The lessons have continued for 12 years, even through the past three years of
violence, often with interruptions. Schramm lives in Gilo; the children's home
is in Bethlehem, and from the beginning of the intifada they have exchanged
anecdotes about facing up to the shelling.
Funds are tighter than ever. When Helen died from cancer, Edward moved back
to Holland. The directors of Yemima are concerned that they are being unfair to
other needy children by lavishing music lessons and transportation on Ra'asha.
Schramm has gone to bat for Ra'asha, hoping, through the parents of a former
student, now back at Princeton, to help get her a scholarship to the
conservatory.
"Without music, she has nothing," said Schramm. Indeed, although she can play
Beethoven's "Rage over a Lost Penny," and Bach cantatas, Ra'asha can't read or
write.
Most of her students - a mix of Israelis from young to middle aged - take
Ra'asha's presence as a matter of course. There are sometimes a few raised
eyebrows over Schramm's interest in this student, a Palestinian, by an Orthodox
Jewish piano teacher whose own four daughters are growing up in Jerusalem, the
city that has been hardest hit by terror.
"The Temple will be rebuilt because of love with no reason," she tells them.
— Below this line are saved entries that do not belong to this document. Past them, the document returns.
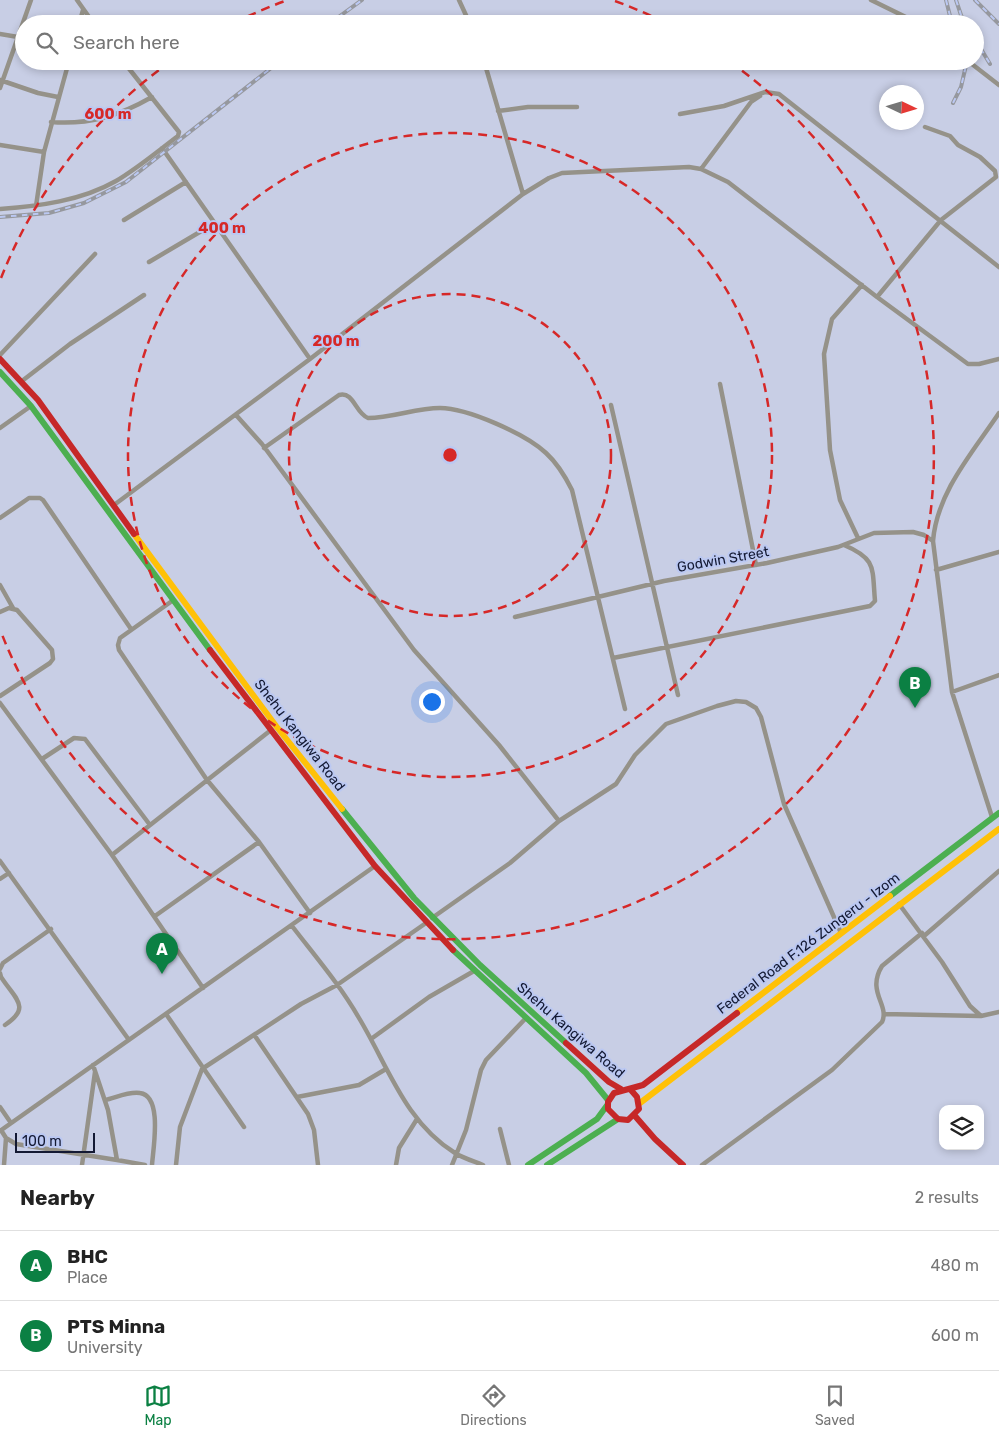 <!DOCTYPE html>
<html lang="en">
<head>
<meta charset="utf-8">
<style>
	body { margin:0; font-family:Rubik,sans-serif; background:#f6f6f6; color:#222 }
	.controls { position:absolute; right:15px; bottom:15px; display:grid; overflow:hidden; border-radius:10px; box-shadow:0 2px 8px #0003 }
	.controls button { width:45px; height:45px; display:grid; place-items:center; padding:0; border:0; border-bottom:1px solid #e0e0e0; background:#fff; color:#222; font:25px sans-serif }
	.compass { position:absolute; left:879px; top:85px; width:45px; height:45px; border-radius:50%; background:#fff; box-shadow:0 2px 8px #0003; rotate:94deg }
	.scale { position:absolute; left:15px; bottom:12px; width:80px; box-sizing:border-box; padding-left:5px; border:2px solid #131933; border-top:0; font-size:14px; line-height:18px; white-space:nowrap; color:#131933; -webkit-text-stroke:4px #bbc8f2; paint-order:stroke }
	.you { position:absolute; left:431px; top:701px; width:18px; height:18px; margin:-12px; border:4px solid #fff; border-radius:50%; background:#1a73e8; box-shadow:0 0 0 8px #1a73e833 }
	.badge { display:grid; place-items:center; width:32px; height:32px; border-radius:50%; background:#0b8043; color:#fff; font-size:16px; font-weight:700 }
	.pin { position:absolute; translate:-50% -41px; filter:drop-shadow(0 1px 2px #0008) }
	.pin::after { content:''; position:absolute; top:26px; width:18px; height:15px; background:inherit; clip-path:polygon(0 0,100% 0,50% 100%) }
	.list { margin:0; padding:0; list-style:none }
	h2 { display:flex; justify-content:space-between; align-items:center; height:65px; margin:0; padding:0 20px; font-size:21px }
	h2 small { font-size:16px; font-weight:400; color:#767676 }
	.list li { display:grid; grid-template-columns:32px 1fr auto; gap:15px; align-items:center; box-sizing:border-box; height:70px; padding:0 20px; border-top:1px solid #e0e0e0 }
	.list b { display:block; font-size:19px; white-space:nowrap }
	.list p { margin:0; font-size:16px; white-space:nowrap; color:#767676 }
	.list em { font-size:16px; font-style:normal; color:#767676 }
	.icon { flex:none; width:28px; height:28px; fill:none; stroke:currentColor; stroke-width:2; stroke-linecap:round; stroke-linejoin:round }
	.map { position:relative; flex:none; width:999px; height:1165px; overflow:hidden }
	.search { position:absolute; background:#fff; box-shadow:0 2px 8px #0003; left:15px; right:15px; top:15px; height:55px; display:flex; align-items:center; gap:12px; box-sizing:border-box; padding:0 18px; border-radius:28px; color:#767676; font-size:19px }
	.sheet { height:205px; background:#fff }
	nav { display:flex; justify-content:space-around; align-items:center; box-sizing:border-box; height:70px; border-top:1px solid #e0e0e0; background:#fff; font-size:14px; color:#767676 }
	nav a { display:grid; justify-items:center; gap:2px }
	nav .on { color:#0b8043 }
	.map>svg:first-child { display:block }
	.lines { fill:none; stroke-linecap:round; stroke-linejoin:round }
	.street { stroke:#959289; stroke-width:4.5 }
	.fast { stroke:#4caf50; stroke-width:6 }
	.slow { stroke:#ffc107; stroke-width:6 }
	.jam { stroke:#c62828; stroke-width:6 }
	.rail-casing { stroke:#96989e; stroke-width:4 }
	.rail { stroke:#bbc8f2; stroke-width:2; stroke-dasharray:5.5; stroke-linecap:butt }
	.ring { fill:none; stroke:#d62828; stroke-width:2.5; stroke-dasharray:9 6 }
	.labels { text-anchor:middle; stroke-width:4; stroke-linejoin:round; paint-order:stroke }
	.street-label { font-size:14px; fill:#131933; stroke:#bbc8f2 }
	.centre { fill:#d62828; stroke:#bbc8f2; stroke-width:2.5 }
	.ring-label { font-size:15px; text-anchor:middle; font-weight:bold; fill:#d62828; stroke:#bbc8f2; stroke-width:4; stroke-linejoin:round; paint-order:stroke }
</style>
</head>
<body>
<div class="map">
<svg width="999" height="1165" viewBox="0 0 999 1165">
	<rect width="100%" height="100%" fill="#c8cee5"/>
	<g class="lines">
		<path class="street" d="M77,0L94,24
			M459,0L470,24
			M871,0L920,24
			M79,24L83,10
			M0,34L18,37
			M484,61L523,194
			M968,61L999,85
			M0,80L38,93L58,97
			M0,88L31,0
			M498,111L528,107H577
			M680,114L724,106L765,92L779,94L999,267
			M51,122C89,125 119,116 152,97
			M0,145L44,152
			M162,148L310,359
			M701,169L751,102L760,96
			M36,206L44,152L69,61
			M0,209C39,206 81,201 116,181C138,168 158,151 178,136L179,132L123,61
			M124,220L186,182
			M149,262L215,223
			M877,297L941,220L996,177L995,171L980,157L958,145L950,136L925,127
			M0,355L95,254
			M22,381L70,344L144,295
			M720,384L756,565
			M611,405L678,695
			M236,415L262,444L414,650L499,745L559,821
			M0,428L31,406
			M264,448L339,395C354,391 355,413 368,418C392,418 416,408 440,408C467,408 526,434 546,453C557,463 565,476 572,490L625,709
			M114,505L310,359L523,194L549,178L562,173L689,167L701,169L728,182L877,297L968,364H979L999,359
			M0,518L29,498H40L43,500L131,629
			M858,538L840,500L830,450L824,354L832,319L862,285
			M936,570L999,552
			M0,585L13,608
			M172,601L120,638L118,645L119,650L207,780L259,842L310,913
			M0,612L9,608L17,610L52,650L53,659L50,663L0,696
			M515,617L664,581L767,563L838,547L874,533L913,532L924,535L933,541
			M613,658L870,606L875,601C872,568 877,559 844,545
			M952,692L999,675
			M0,703L112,855L203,988
			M42,759L74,738L85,739L150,825
			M992,817L952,692L933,541C937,492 973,452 999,413
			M112,855L271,730
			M0,861L129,1040
			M0,879L9,873
			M899,904L942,962L970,1006L981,1016L999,1012
			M155,916L259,842
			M432,918L510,863L559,821L616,784L635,755L666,724L717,706L736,701L746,702L756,708L761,717L784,804L841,933
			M292,926C315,956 340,985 359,1018C388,1066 405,1122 455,1153C463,1158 473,1161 483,1165
			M924,936L999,871
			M0,969L3,963L51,929
			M0,973L1,977C15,999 32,1007 5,1025
			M166,1014L244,1127
			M884,1014L980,1016
			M255,1036L308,1114L314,1130L318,1165
			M371,1039L429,997L474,971
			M93,1065L108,1110L117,1160L145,1165
			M297,1097L359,1085L386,1069
			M105,1100C115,1098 129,1091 140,1093C163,1096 153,1149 152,1165
			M0,1107L11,1123
			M500,1129L509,1165
			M1,1130L6,1138L16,1144L117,1160
			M0,1131L375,866
			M4,1165L6,1138
			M82,1165L95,1072
			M176,1165L180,1127L202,1069L301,1004L337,985L426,923
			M396,1165L399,1148L417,1119
			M452,1165L466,1130L481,1070L486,1060L525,1019
			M702,1165L832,1070L882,1022C890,1005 866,992 882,966L922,933"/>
		<path class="fast" d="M0,372L31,406L210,650
			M342,809L414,898L480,965L566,1043
			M890,896L999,813
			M453,950L586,1073L608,1100
			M528,1165L597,1119L608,1104
			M547,1165L618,1119"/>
		<path class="slow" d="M134,534L276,726L342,809
			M737,1013L890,896
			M640,1103L999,829"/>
		<path class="jam" d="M0,359L38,400L134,534
			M210,650L375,866L453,950
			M566,1043L609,1082L621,1089
			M630,1089L637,1097L639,1109L628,1120L618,1119L608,1109V1102L614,1093L643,1085L737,1013
			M635,1116L655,1139L683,1165"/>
		<defs>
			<path id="rail" d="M946,0L952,24
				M956,0L964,24
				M975,0L999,24
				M329,24L362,0
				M975,39L990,64
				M953,103L961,87L967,61
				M0,217L49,213L84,203L126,182L280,61"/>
		</defs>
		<use href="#rail" class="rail-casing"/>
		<use href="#rail" class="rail"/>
	</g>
	<g class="ring">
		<circle cx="450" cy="455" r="161"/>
		<circle cx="450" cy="455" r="322"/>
		<path d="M1 278A483 483 0 0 1 170 62M234 23A483 483 0 0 1 285 1M615 1A483 483 0 0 1 666 23M730 62A483 483 0 1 1 1 632"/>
	</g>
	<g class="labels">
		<g class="street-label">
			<text transform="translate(723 559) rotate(-10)" y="5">Godwin Street</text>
			<text transform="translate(300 735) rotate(52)" y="5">Shehu Kangiwa Road</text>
			<text transform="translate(808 943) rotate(-37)" y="5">Federal Road F.126 Zungeru - Izom</text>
			<text transform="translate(571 1030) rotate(41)" y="5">Shehu Kangiwa Road</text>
		</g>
	</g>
	<circle cx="450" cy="455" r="8" class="centre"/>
	<g class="ring-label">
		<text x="108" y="119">600 m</text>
		<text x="222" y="233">400 m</text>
		<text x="336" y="346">200 m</text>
	</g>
</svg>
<div class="controls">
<button><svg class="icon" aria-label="layers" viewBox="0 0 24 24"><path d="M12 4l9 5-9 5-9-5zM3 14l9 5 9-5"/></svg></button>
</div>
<svg class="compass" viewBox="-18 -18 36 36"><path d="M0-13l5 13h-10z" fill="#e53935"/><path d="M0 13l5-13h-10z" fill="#767676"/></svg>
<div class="scale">100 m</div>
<div class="you"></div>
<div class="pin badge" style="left:162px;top:974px">A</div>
<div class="pin badge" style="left:915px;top:708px">B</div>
<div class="search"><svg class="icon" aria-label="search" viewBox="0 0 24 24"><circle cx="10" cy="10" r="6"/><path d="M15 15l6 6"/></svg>Search here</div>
</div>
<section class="sheet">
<h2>Nearby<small>2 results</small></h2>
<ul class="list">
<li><span class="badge">A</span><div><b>BHC</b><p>Place</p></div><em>480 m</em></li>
<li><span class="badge">B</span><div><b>PTS Minna</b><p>University</p></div><em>600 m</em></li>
</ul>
</section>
<nav>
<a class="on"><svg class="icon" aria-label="map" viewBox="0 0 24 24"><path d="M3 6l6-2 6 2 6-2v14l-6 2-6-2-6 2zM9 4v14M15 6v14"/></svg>Map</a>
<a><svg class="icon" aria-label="directions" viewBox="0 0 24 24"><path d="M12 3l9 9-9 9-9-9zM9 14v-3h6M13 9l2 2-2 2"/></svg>Directions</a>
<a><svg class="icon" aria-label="saved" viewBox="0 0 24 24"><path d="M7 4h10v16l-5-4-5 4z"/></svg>Saved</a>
</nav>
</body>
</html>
She believes that God is giving her a message my providing this mission with one
little girl. Her hope for peace is that these modest efforts will one day join
together like the different voices in a chorus. She likes the idea of people
meeting in music.
In the meantime, dressed in a black jumper and white blouse, Ra'asha leans
over the keys and ends the recital with her favorite piece: Chopin's etude in
E-Major, opus 10, number 3. It starts off tranquilly, moves to dissonance and
becomes serene at the end. "She has a fine feeling for harmony," smiles
Ra'asha's teacher.
Ra'asha, now 26, is a real young woman, not just a paradigm. Still, I can't
help thinking of the forces that combined to bring her here. The Volbehrs
represented the best of Christian Europe, yet are from a country that has
discontinued social security payments to Jewish retirees who live beyond the
Green Line.
Ra'asha hails from the infamous Jenin, where tens of millions of euros were
wasted on an armed terrorist camp while not purchasing one swing or slide.
Deborah Schramm represents the best of Israel and the unlimited desire to
nurture.
This is a story about untapped possibilities and about the power of
compassion. All we're missing is a fine feeling for harmony.